While I agree the web is extremely empowering, I’m a bit wary about it as “the” solution to dictatorships and repression and propaganda.

Both in the U.S. and Middle East, the state has used its immense power to shut down or restrict the internet, police are able to invade our cyber-privacy, and the state also uses its own power to spread disinformation on social networks etc – Israel hired 20-30,000 people to spread hasbara during the Freedom Flotilla killings.

So certainly, the web is great and is a powerful tool we can use against those in power, but it has its limitations, and we still need the traditional forms of organising just as much as ever, I think.

3arabawy BookMarx 09/18/2010 (p.m.) « 3arabawy

September 18, 2010

[…] When the web empowers the people, and ignorance hinders the government | Tarek Shalaby […]

Tarek Shalaby

September 18, 2010

@Gixibyte you raise a very interesting point.

Let me start by saying that the web is not the solution, but it is the tool that will be used to solve the problem. Like I said, it is the best way to connect, exchange information, and mobilize groups across space and time.

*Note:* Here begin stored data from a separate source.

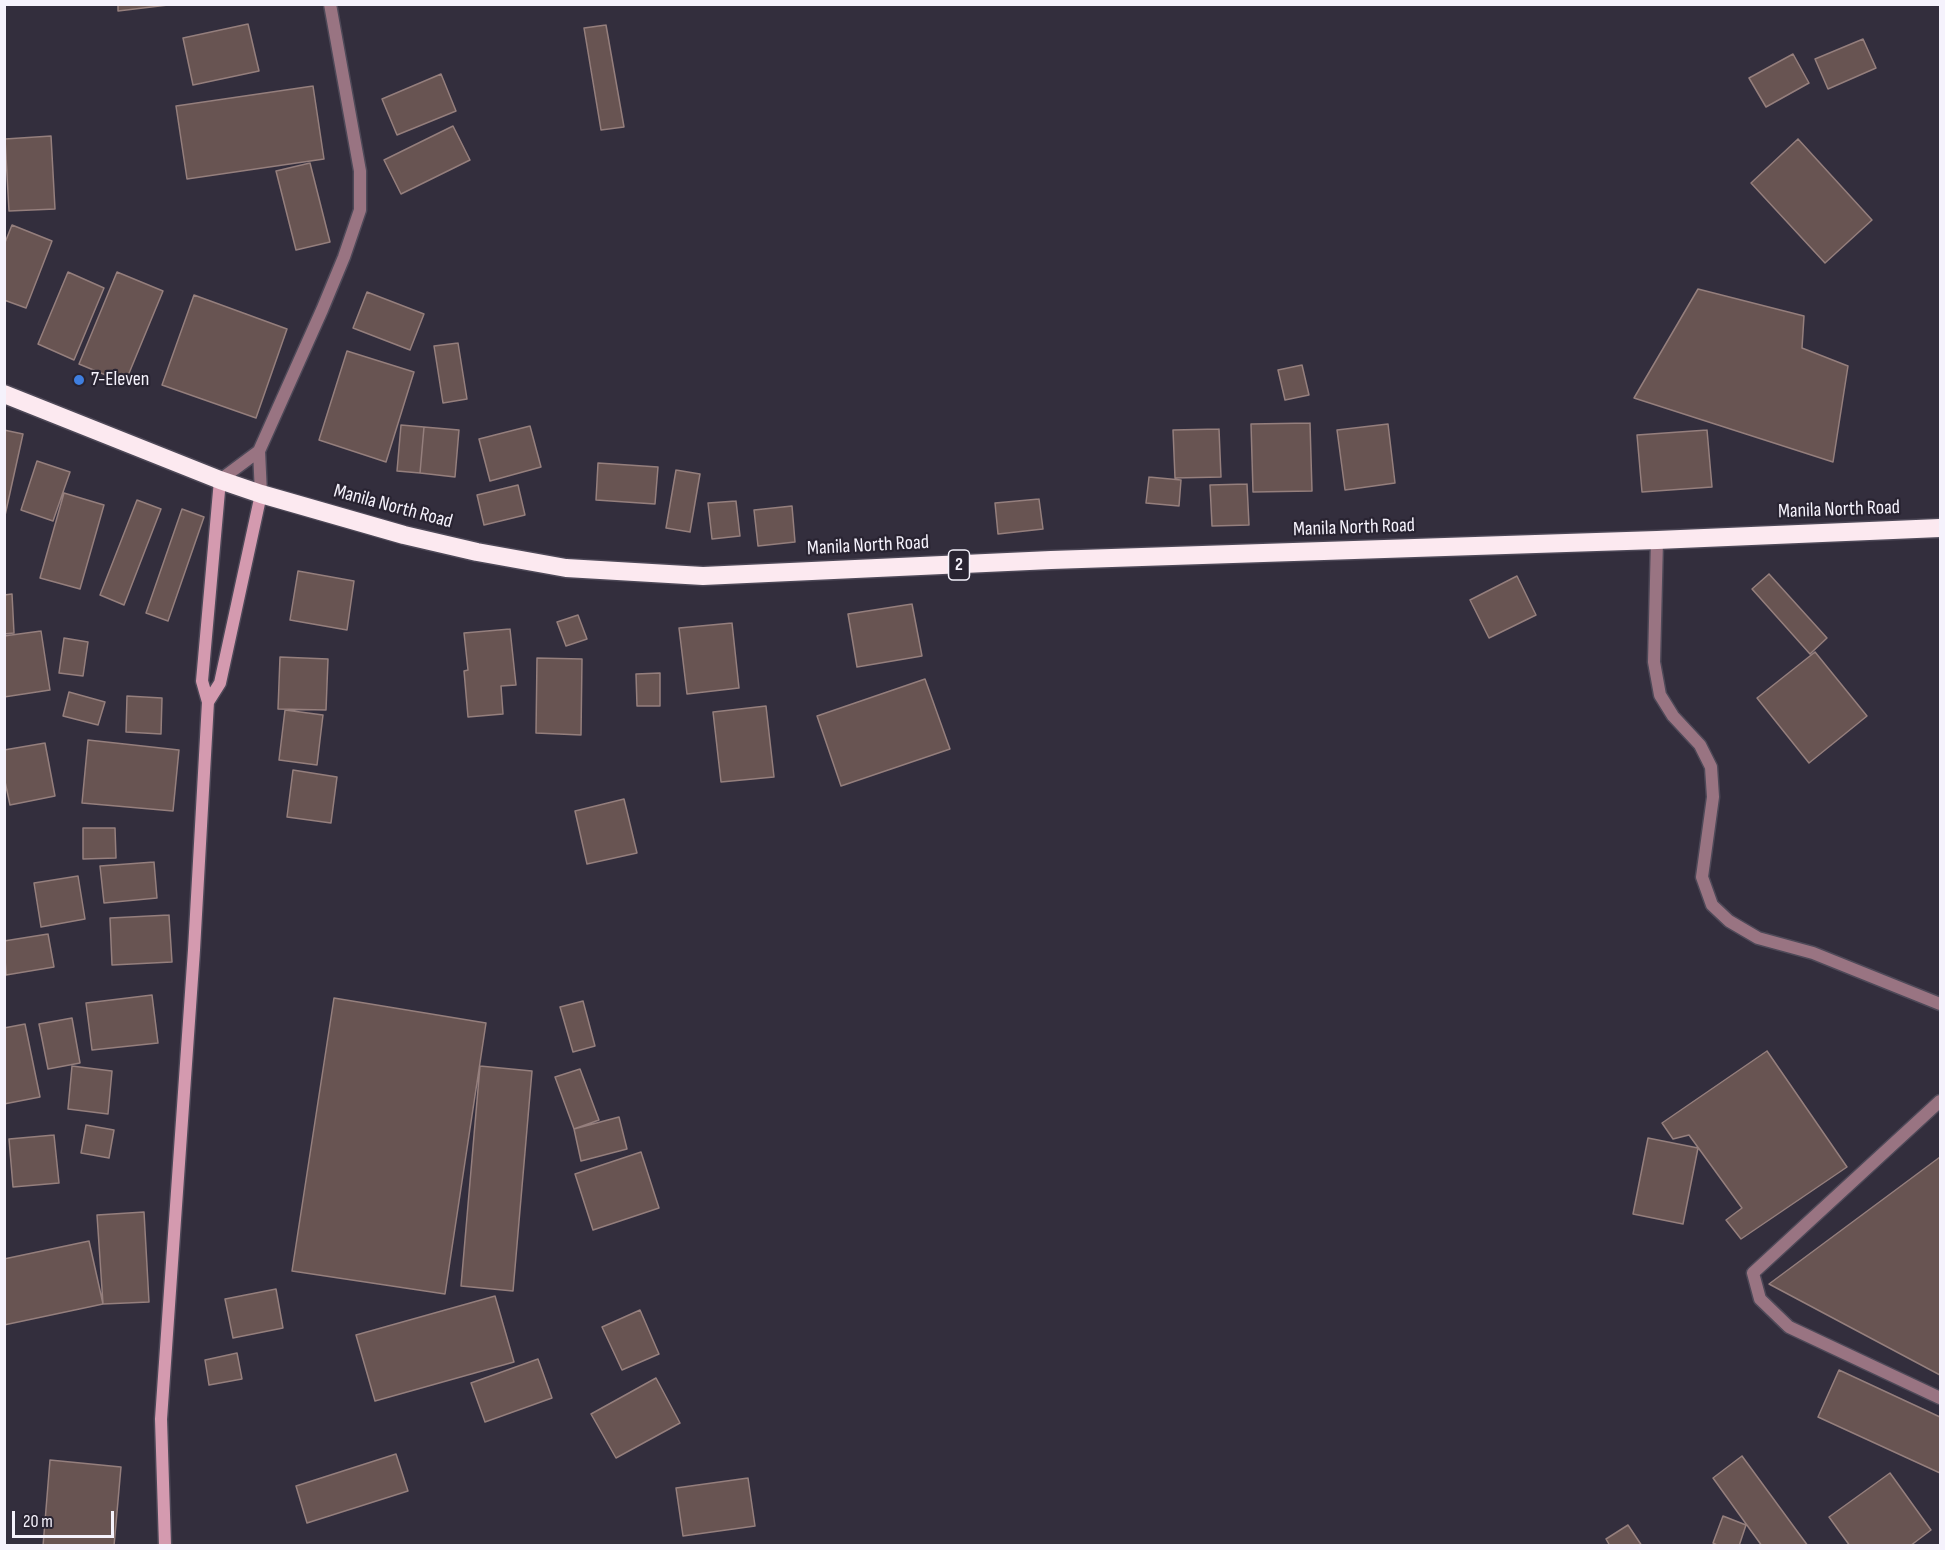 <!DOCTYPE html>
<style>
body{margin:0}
#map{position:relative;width:1945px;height:1550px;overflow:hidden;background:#332e3d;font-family:"Sofia Sans Condensed",sans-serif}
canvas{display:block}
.frame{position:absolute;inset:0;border:6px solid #f5f2fc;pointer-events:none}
.scale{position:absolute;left:12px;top:1511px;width:102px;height:27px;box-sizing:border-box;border:3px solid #f5f2fc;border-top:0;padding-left:8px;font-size:18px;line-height:21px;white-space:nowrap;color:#f5f2fc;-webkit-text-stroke:4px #292432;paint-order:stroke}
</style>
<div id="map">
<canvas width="1945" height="1550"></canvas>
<div class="frame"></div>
<div class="scale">20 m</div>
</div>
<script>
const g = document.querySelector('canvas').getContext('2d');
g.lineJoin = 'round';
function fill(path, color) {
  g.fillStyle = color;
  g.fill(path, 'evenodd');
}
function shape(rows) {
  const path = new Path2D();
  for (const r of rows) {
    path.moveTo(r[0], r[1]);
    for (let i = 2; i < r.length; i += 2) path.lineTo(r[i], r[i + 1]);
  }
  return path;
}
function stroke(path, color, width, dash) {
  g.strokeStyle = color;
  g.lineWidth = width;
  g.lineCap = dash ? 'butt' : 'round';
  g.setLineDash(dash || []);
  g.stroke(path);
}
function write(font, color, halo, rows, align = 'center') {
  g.font = font + ' "Sofia Sans Condensed",sans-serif';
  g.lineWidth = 4.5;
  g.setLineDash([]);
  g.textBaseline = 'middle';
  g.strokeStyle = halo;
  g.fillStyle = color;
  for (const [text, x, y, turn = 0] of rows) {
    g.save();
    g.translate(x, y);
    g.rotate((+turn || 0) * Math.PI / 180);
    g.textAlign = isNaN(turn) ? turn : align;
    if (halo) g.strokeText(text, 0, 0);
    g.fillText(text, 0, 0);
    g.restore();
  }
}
const building = shape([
 [118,4,168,4,168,5,118,11,118,4],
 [248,24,259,71,193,85,183,38,248,24],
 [606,25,624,127,601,130,584,28,606,25],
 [1863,39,1876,68,1828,89,1815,59,1863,39],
 [1793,54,1809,83,1766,107,1749,78,1793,54],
 [441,74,456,111,397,135,382,99,441,74],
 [313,86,324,159,187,179,176,106,313,86],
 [453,126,470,160,401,194,384,160,453,126],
 [51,136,55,209,9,211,5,139,51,136],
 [1798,139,1872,220,1825,263,1751,183,1798,139],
 [310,163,330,242,296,250,276,171,310,163],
 [12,225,52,241,26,308,4,300,4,245,12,225],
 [68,272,104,288,74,360,38,344,68,272],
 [117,272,163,291,125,383,79,364,117,272],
 [1698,289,1804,316,1802,348,1848,366,1833,462,1634,398,1698,289],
 [367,292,424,314,410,350,353,328,367,292],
 [194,295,287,329,256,418,162,385,194,295],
 [458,343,467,399,443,403,434,346,458,343],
 [347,351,414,372,386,462,319,440,347,351],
 [1302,365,1309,395,1285,400,1278,370,1302,365],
 [1310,423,1312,491,1253,492,1251,424,1310,423],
 [1388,424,1395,483,1345,490,1337,430,1388,424],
 [401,425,424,427,420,473,397,471,401,425],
 [530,426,541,467,490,481,479,439,530,426],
 [424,427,459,430,455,477,420,473,424,427],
 [1219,429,1221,477,1175,478,1173,430,1219,429],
 [4,430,23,434,4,520,4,430],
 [1707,430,1712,487,1642,492,1637,435,1707,430],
 [37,461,70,472,53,521,21,510,37,461],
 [598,463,658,467,655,504,596,500,598,463],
 [676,470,700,474,690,532,666,528,676,470],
 [1149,477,1181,480,1179,506,1146,503,1149,477],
 [1247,484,1249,525,1212,526,1210,485,1247,484],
 [518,485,525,515,484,525,477,495,518,485],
 [64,493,104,505,80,589,40,578,64,493],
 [1039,499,1043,529,998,534,995,503,1039,499],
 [137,500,161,509,124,605,100,595,137,500],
 [736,501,740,536,712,539,708,503,736,501],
 [792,506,795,542,758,546,754,510,792,506],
 [182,509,204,517,168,621,146,613,182,509],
 [298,571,354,581,347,630,290,620,298,571],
 [1769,574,1827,638,1810,654,1752,589,1769,574],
 [1517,576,1536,615,1489,638,1470,600,1517,576],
 [12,594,14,633,4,634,4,595,12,594],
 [912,604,922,656,857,667,848,614,912,604],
 [578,615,587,639,566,646,557,622,578,615],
 [732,623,739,688,687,694,679,628,732,623],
 [510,629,516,685,501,686,503,714,468,717,464,671,468,670,464,633,510,629],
 [41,631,50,690,4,697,4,636,41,631],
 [64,638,88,642,83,676,59,673,64,638],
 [1815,652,1867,716,1809,763,1757,698,1815,652],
 [280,657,328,659,326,710,278,709,280,657],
 [537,658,582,659,581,735,536,733,537,658],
 [660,673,660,706,637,706,636,674,660,673],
 [925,679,950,749,841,786,817,716,925,679],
 [69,692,105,702,98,725,63,716,69,692],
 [127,696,162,698,161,734,126,732,127,696],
 [766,706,774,777,721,782,713,712,766,706],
 [285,710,323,715,317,765,279,760,285,710],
 [88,740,179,750,173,811,82,803,88,740],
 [45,743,55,796,10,805,4,777,4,750,45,743],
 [293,770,337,777,331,823,287,817,293,770],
 [624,799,637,853,587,864,575,811,624,799],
 [83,828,115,828,116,858,83,859,83,828],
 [154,862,157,898,104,903,100,866,154,862],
 [78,876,85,919,41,927,34,883,78,876],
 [169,915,172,962,112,965,110,918,169,915],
 [48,934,54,967,6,975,4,941,48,934],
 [152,995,158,1043,92,1050,86,1003,152,995],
 [334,998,486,1023,445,1294,292,1271,334,998],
 [583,1001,595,1046,573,1052,560,1007,583,1001],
 [72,1018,80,1063,48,1069,39,1024,72,1018],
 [25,1024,40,1097,4,1104,4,1028,25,1024],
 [1767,1051,1847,1167,1741,1239,1726,1220,1742,1208,1689,1135,1673,1139,1662,1123,1767,1051],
 [72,1066,112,1071,108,1114,68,1109,72,1066],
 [480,1066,532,1071,513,1291,461,1286,480,1066],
 [580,1069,599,1120,574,1129,555,1077,580,1069],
 [619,1117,627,1149,581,1161,574,1129,619,1117],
 [86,1125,114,1130,109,1158,81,1153,86,1125],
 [54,1135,59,1183,13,1187,9,1139,54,1135],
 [1648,1138,1698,1148,1683,1224,1633,1214,1648,1138],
 [641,1152,659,1208,593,1230,575,1174,641,1152],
 [1940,1157,1940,1375,1769,1284,1940,1157],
 [144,1212,149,1302,103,1304,97,1215,144,1212],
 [89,1241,103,1304,4,1325,4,1259,89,1241],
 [276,1289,283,1328,233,1338,225,1299,276,1289],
 [495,1296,514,1362,375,1401,356,1335,495,1296],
 [640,1310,659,1354,622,1370,602,1327,640,1310],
 [237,1353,242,1379,209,1385,205,1360,237,1353],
 [538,1359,552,1398,485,1422,471,1383,538,1359],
 [1839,1370,1940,1417,1940,1473,1818,1417,1839,1370],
 [656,1378,680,1423,616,1458,591,1414,656,1378],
 [396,1454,408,1491,307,1523,296,1486,396,1454],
 [1742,1456,1808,1546,1762,1546,1713,1478,1742,1456],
 [50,1460,121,1467,114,1546,43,1546,50,1460],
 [1890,1473,1931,1530,1910,1546,1850,1546,1829,1517,1890,1473],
 [748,1478,755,1526,683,1536,676,1488,748,1478],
 [1723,1516,1746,1525,1739,1546,1719,1546,1713,1543,1723,1516],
 [1628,1525,1642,1546,1610,1546,1606,1539,1628,1525]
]);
const street = shape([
 [220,480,259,451],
 [261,494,259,451,322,310,344,257,360,210,360,171,330,4],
 [1657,540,1654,662,1660,695,1673,716,1700,745,1711,767,1713,797,1702,877,1712,905,1729,921,1758,938,1813,953,1940,1004],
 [1940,1101,1753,1273,1760,1299,1789,1327,1940,1398]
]);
const secondary = shape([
 [208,702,220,683,261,494],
 [165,1546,161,1419,194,950,208,702,202,681,220,480]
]);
const highway = shape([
 [4,394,220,480,261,494,404,535,477,552,566,568,703,576,1051,560,1657,540,1940,528]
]);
const markers = [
 [79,380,6,"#3f7fe0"]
];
const shields = [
 [959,565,21]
];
const shieldNames = [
 ["2",959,565]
];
const poiNames = [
 ["7-Eleven",91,380]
];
const streetNames = [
 ["Manila North Road",393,507,15],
 ["Manila North Road",1839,510,-2],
 ["Manila North Road",1354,528,-2],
 ["Manila North Road",868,546,-3]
];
fill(building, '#685452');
stroke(building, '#957f7d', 1.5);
stroke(street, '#4e4958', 15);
stroke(secondary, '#4e4958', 15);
stroke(highway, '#4e4958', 21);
stroke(street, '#997482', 12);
stroke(secondary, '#d49aaf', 12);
stroke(highway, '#fce9f0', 18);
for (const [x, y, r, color] of markers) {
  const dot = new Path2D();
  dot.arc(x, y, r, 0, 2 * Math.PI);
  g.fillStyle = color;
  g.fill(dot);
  stroke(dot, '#292432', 2);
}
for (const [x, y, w] of shields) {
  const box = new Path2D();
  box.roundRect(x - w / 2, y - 15, w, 30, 4.5);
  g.fillStyle = '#292432';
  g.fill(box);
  stroke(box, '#f5f2fc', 1.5);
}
write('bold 18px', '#f5f2fc', null, shieldNames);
write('20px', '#f5f2fc', '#292432', poiNames, 'left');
write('20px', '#f5f2fc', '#292432', streetNames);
</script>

While the US is trying to destroy what has been referred to ‘net neutrality’, you have to bare in mind that they have been facing very stiff opposition.

More importantly, Israel might have succeeded convincing SOME neutrals that Flotilla was nothing but brutal attacks by martial artists dressed as activists against cute and innocent IDF soldiers, it was not easy. Back in the day, it took a handful of people to manipulate a news item as it was making its way through any of the mainstream media. Now, Israel had to hire thousands and thousands of people, and were not fully successful. It’s too big for them, and they will never be able to handle. The web is bigger than they will ever be.

Finally, I think we can apply the ‘traditional’ forms of organization to the web. And this is only the beginning.


September 21, 2010

The funny think is that a new Internet Meme – something like Sad Keanu – is taking place everywhere with Mubarak’s photo in different places and situations.

Tarek Shalaby

September 21, 2010

That’s another cool thing about the web – it brings out the ‘best’ of us! hehe. You have to appreciate the creativity by the web community, but also the satire involved is within itself a message to everyone. Now the authorities know not to mess with us!